• **EXERCISE DETAILS**
Each line holding the string "shadow" is to be copied from the data.

━━━━━━━━━━━━━━━━

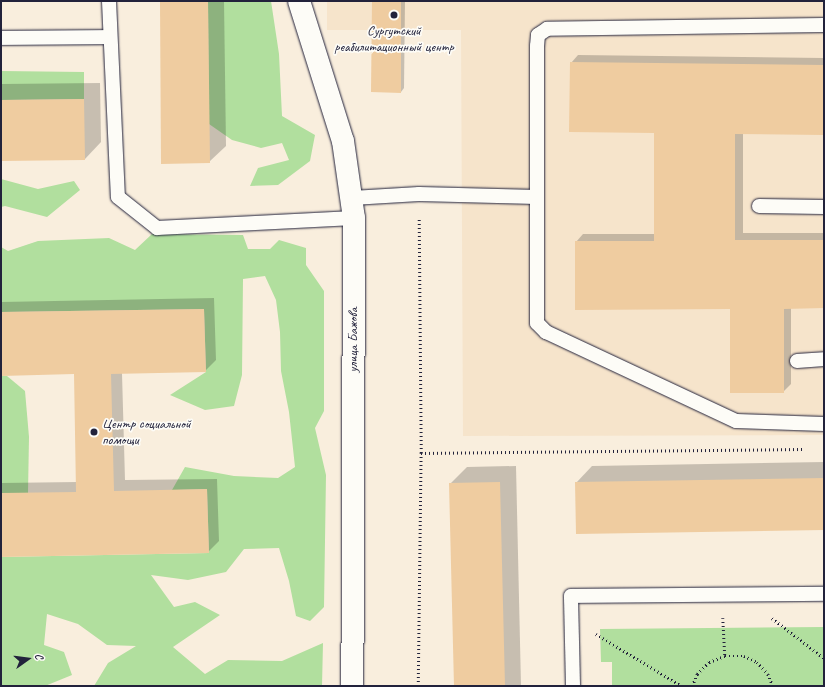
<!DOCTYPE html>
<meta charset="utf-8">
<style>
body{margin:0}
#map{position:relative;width:825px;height:687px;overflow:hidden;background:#f9eedd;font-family:Caveat,sans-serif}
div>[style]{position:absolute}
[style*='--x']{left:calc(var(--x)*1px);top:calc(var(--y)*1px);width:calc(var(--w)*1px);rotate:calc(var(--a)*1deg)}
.built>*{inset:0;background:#f6e4cb}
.green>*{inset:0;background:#b1df9e}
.shadow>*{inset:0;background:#0003}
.building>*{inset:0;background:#efcca0}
.path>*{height:2.5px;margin-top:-1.25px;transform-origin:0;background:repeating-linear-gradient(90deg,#22223b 0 1px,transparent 0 4px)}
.roads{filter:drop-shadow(0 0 1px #22223b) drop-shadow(0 0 1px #22223b)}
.service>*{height:14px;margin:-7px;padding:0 7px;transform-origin:7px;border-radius:7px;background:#fdfcf7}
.minor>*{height:22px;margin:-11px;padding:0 11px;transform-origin:11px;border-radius:11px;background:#fdfcf7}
.dots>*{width:11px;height:11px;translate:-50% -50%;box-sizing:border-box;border:2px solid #fdfcf7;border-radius:50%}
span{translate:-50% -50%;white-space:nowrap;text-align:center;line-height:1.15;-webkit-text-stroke:3.5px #fdfcf7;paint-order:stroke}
.poi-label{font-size:14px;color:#22223b}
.left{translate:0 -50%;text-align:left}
.street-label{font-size:14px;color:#22223b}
.frame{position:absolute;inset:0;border:2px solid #22223b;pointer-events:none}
.north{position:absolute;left:8px;top:639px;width:40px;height:40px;-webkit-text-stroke:3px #fdfcf7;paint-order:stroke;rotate:76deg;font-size:11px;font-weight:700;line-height:16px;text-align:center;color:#22223b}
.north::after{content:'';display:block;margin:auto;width:14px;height:18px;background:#22223b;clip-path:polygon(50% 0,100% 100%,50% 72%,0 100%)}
</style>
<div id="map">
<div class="built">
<div style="clip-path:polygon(327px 1px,824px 1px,824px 435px,463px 436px,461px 30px,327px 30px)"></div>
</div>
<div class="green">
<div style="clip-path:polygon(208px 1px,271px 1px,279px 54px,282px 116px,315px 135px,310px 161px,278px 185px,250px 186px,258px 168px,289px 160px,282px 143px,261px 148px,232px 140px,209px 124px)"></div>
<div style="clip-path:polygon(1px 71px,84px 72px,84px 99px,1px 100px)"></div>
<div style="clip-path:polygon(1px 179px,38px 189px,74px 181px,80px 190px,47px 217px,5px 206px,1px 207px)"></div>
<div style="clip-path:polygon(152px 234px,243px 235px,248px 249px,270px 249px,279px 240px,306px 248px,306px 265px,324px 291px,324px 411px,315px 428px,326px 475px,324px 607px,310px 621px,296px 616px,289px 581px,279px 548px,244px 549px,226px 572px,188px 580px,151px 575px,174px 607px,195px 602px,220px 615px,173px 647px,205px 674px,228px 660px,282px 661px,323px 643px,322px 686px,94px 686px,108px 663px,136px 646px,107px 645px,78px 624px,47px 614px,44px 645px,64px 652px,72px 675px,45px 686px,1px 686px,1px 557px,209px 553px,207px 489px,172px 490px,185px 467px,234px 476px,278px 478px,295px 467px,289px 412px,281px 371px,280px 332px,276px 300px,265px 276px,243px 279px,242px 375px,234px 406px,205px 410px,170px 395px,206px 372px,204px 309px,1px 312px,1px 247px,8px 251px,38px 241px,109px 238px,135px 250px)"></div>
<div style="clip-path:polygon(1px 376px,7px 376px,25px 391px,29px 437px,28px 493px,1px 493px)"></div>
<div style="clip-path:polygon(824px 627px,824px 686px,612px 686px,612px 662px,601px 662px,600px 629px)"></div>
</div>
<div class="shadow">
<div style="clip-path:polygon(161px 1px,224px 1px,226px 146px,209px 162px)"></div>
<div style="clip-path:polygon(373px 1px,405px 1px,404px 88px,401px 92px)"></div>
<div style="clip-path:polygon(578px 55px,824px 58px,824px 134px,743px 133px,743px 233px,824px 233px,824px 307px,791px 307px,791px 384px,783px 392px,731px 308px,576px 242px,583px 234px,655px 234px,655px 132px,571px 63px)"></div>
<div style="clip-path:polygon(100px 83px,101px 142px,85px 159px,1px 160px,1px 84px)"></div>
<div style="clip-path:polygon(214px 298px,216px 360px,205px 371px,122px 373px,125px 480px,217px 479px,219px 541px,208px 552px,1px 556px,1px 483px,77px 482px,75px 373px,1px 375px,1px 302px)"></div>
<div style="clip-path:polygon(824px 462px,824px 529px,576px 483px,592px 466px)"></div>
<div style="clip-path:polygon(516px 466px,521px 686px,455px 686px,450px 484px,467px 467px)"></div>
</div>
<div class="building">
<div style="clip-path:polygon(160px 1px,208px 1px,210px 163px,161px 164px)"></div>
<div style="clip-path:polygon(372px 1px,401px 1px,401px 93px,371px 92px)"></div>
<div style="clip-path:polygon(570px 62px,824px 65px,824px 135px,735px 134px,735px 240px,824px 240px,824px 308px,784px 309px,784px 393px,730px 393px,730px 309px,575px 310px,575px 241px,654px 241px,654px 133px,569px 132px)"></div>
<div style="clip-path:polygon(84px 99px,85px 160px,1px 161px,1px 100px)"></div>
<div style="clip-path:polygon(204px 309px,206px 372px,111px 374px,114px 491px,207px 489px,209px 553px,1px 557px,1px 493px,76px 492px,74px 374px,1px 376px,1px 312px)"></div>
<div style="clip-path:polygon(824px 478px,824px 530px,576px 534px,575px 482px)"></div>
<div style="clip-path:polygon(500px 482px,505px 686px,454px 686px,449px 483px)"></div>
</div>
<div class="path">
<div style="--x:421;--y:453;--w:381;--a:-0.6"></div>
<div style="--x:723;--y:618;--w:38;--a:87"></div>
<div style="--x:772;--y:618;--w:66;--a:37.6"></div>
<div style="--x:596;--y:634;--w:100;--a:31.2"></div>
<div style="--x:418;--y:686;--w:233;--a:-89.3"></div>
<div style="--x:421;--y:453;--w:236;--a:-90.5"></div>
<div style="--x:692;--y:686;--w:13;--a:-67"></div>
<div style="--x:697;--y:674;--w:17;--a:-45"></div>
<div style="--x:709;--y:662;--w:17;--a:-21"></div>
<div style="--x:725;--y:656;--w:19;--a:0"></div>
<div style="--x:744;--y:656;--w:14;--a:25"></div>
<div style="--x:757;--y:662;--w:16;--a:47"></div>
<div style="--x:768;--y:674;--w:13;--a:67"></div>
</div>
<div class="roads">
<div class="service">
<div style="--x:109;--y:1;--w:196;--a:87.4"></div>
<div style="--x:118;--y:197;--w:50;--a:38.5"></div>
<div style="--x:157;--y:228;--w:197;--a:-2.9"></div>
<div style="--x:824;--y:25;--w:277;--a:179.2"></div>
<div style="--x:547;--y:29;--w:11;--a:146"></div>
<div style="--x:538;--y:35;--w:11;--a:95"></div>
<div style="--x:537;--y:46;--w:277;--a:90"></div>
<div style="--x:537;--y:323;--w:13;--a:45"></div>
<div style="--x:546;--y:332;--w:210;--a:25.1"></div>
<div style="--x:736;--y:421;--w:88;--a:2"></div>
<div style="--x:1;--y:38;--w:109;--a:-0.5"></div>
<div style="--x:352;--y:198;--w:67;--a:-3.4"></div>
<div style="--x:419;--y:194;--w:118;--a:1.5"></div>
<div style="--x:759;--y:206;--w:65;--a:0.9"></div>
<div style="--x:797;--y:361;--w:27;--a:-4"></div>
<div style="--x:573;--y:686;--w:90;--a:-91.3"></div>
<div style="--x:571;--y:596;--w:253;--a:-0.5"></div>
</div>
<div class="minor">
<div style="--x:299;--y:1;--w:147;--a:72.6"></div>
<div style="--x:343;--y:141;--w:78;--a:81.9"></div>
<div style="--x:354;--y:218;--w:468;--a:90.2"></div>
</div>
</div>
<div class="dots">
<div style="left:394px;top:15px;background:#22223b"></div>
<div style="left:94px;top:432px;background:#22223b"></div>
</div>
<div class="poi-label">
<span style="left:394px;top:39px">Сургутский<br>реабилитационный центр</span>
<span class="left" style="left:102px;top:432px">Центр социальной<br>помощи</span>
</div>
<div class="street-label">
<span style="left:353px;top:340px;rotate:-90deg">улица Бажова</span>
</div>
<div class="frame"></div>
<div class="north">С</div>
</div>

━━━━━━━━━━━━━━━━

• **EXERCISE RESULT**
.shadow>*{inset:0;background:#0003}
.roads{filter:drop-shadow(0 0 1px #22223b) drop-shadow(0 0 1px #22223b)}
<div class="shadow">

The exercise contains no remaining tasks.